Problem statement
In the data below, reproduce everything exactly except the images.

##### Collected data #####

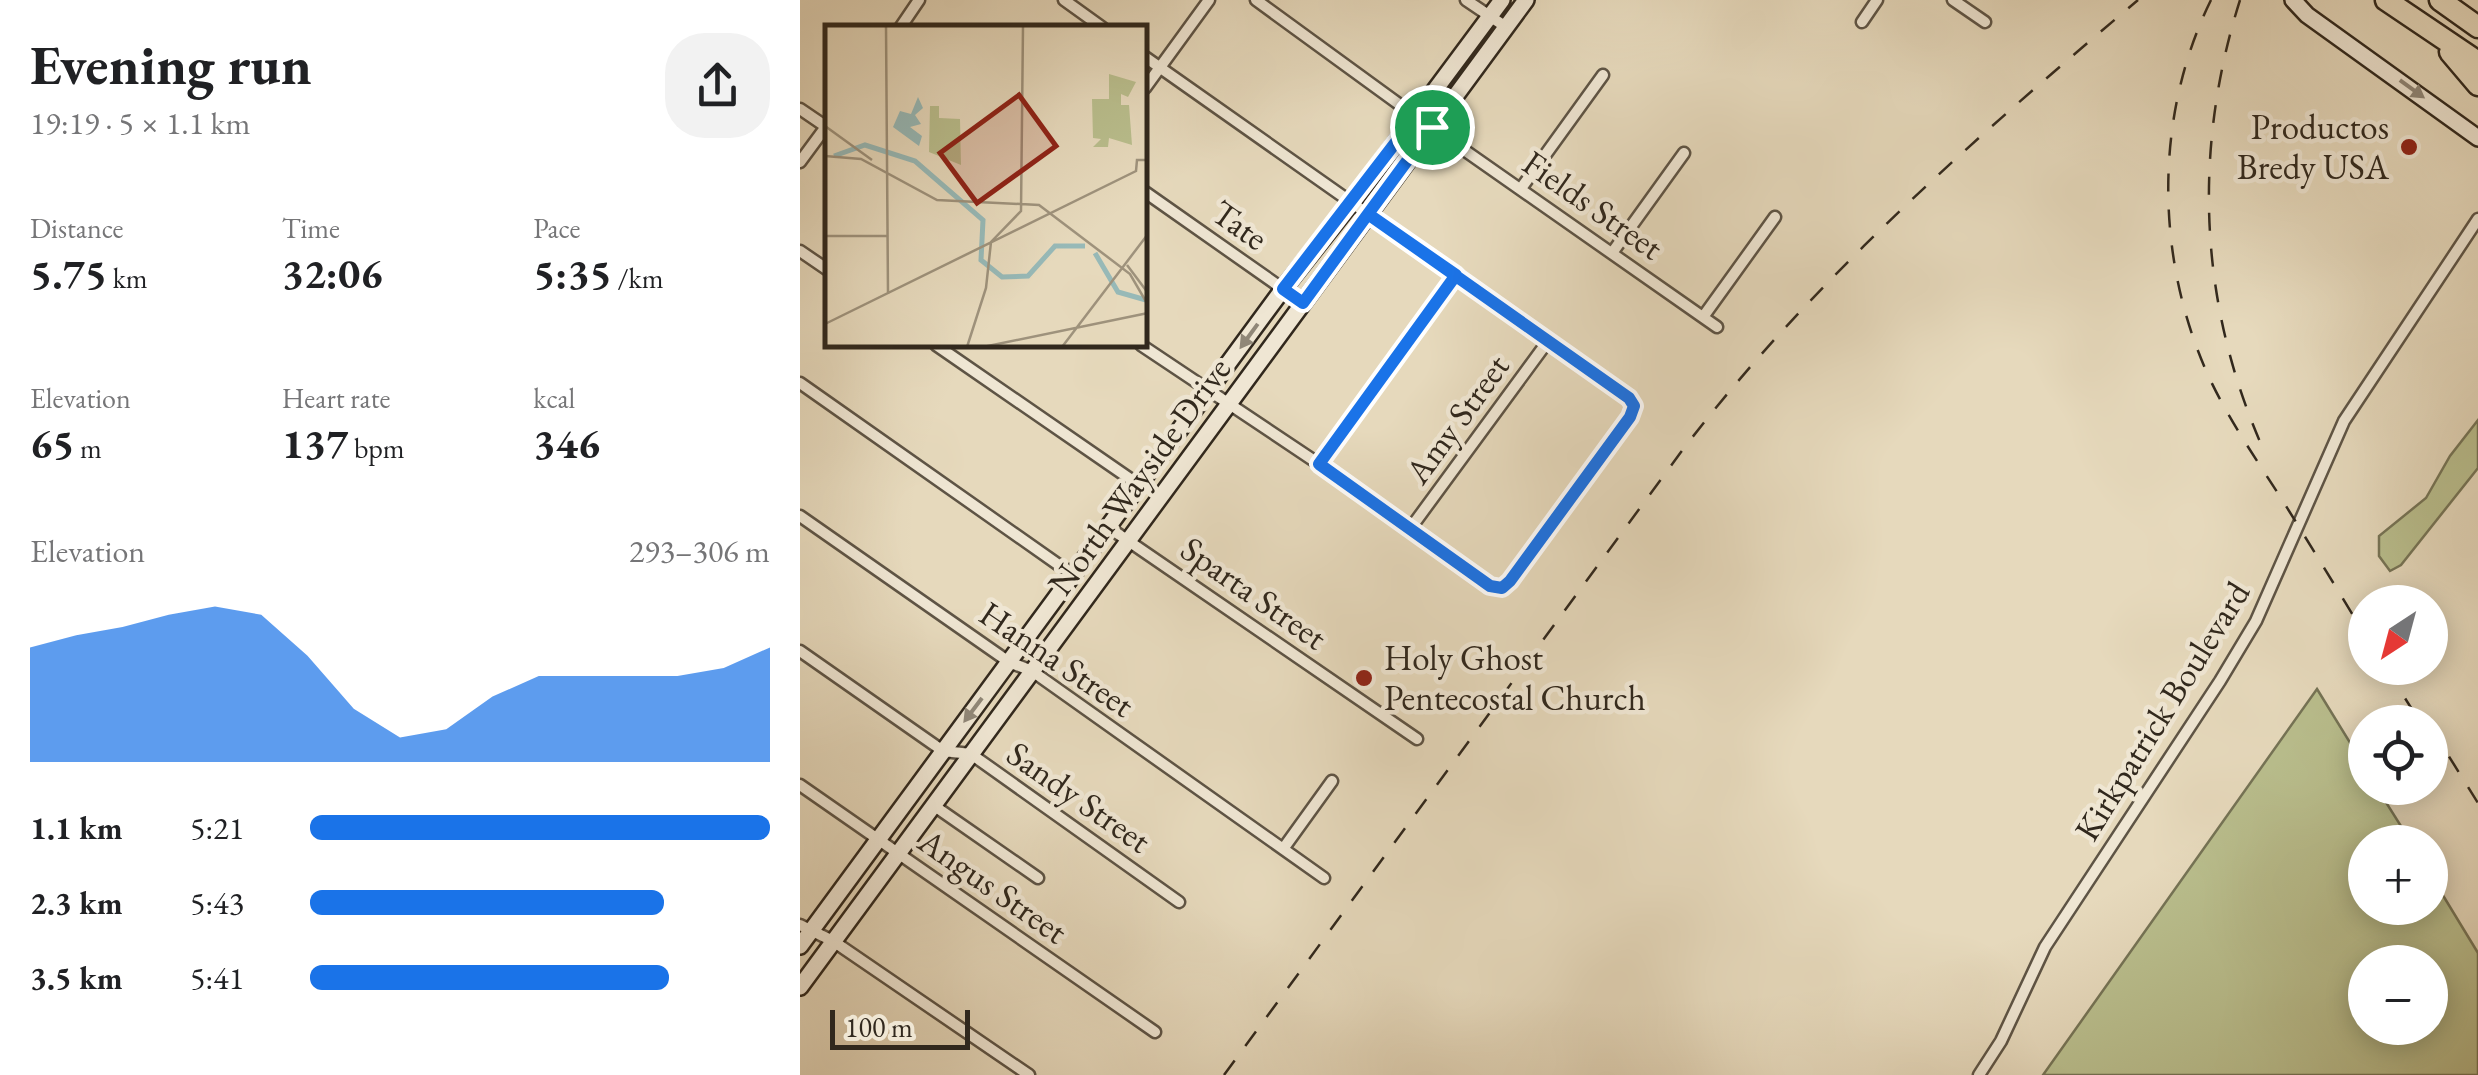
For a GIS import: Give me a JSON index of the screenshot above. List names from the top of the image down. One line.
{"streets":{"main road":["North Wayside Drive"],"street":["Fields Street","Tate","Amy Street","Sparta Street","Hanna Street","Kirkpatrick Boulevard","Sandy Street","Angus Street"]},"crossings":[["Fields Street","North Wayside Drive"],["Tate","North Wayside Drive"],["North Wayside Drive","Sparta Street"],["North Wayside Drive","Hanna Street"],["North Wayside Drive","Sandy Street"],["North Wayside Drive","Angus Street"]],"places":["Productos Bredy USA","Holy Ghost Pentecostal Church"],"scale_bar":"100 m","north":"bottom left","page":{"heading":["Evening run","19:19 · 5 × 1.1 km"],"stats":[["Distance","5.75 km"],["Time","32:06"],["Pace","5:35 /km"],["Elevation","65 m"],["Heart rate","137 bpm"],["kcal","346"]],"chart":["Elevation","293–306 m"],"map_buttons":["+","−"],"list":[{"name":"1.1 km","note":"5:21"},{"name":"2.3 km","note":"5:43"},{"name":"3.5 km","note":"5:41"}],"scale":"100 m"}}
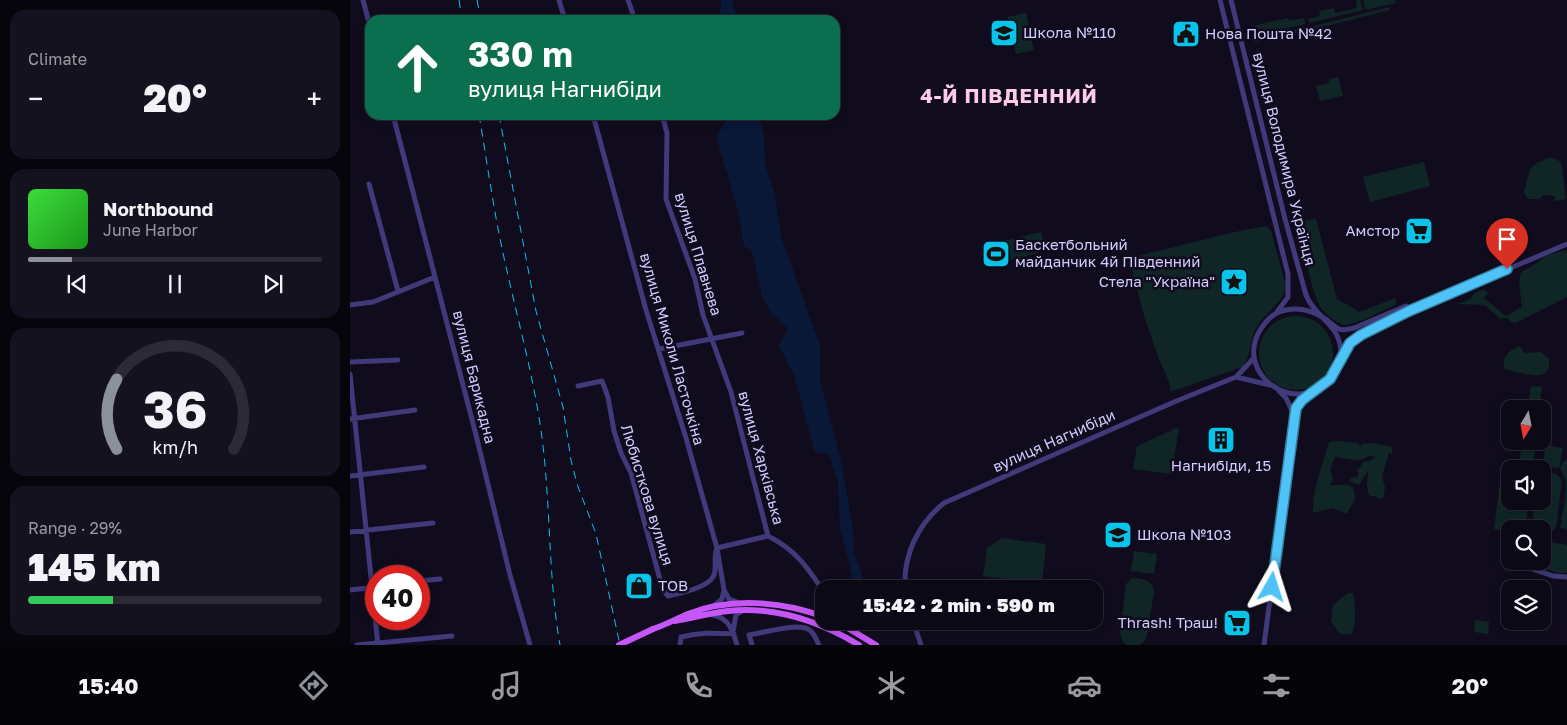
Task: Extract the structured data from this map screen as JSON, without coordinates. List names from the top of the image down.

#####

Exercise answer
For a GIS import: Give me a JSON index of the screenshot above. List names from the top of the image down. One line.
{"streets":{"main road":["North Wayside Drive"],"street":["Fields Street","Tate","Amy Street","Sparta Street","Hanna Street","Kirkpatrick Boulevard","Sandy Street","Angus Street"]},"crossings":[["Fields Street","North Wayside Drive"],["Tate","North Wayside Drive"],["North Wayside Drive","Sparta Street"],["North Wayside Drive","Hanna Street"],["North Wayside Drive","Sandy Street"],["North Wayside Drive","Angus Street"]],"places":["Productos Bredy USA","Holy Ghost Pentecostal Church"],"scale_bar":"100 m","north":"bottom left","page":{"heading":["Evening run","19:19 · 5 × 1.1 km"],"stats":[["Distance","5.75 km"],["Time","32:06"],["Pace","5:35 /km"],["Elevation","65 m"],["Heart rate","137 bpm"],["kcal","346"]],"chart":["Elevation","293–306 m"],"map_buttons":["+","−"],"list":[{"name":"1.1 km","note":"5:21"},{"name":"2.3 km","note":"5:43"},{"name":"3.5 km","note":"5:41"}],"scale":"100 m"}}
Task: Extract the structured data from this map screen as JSON, without coordinates. List names from the top of the image down.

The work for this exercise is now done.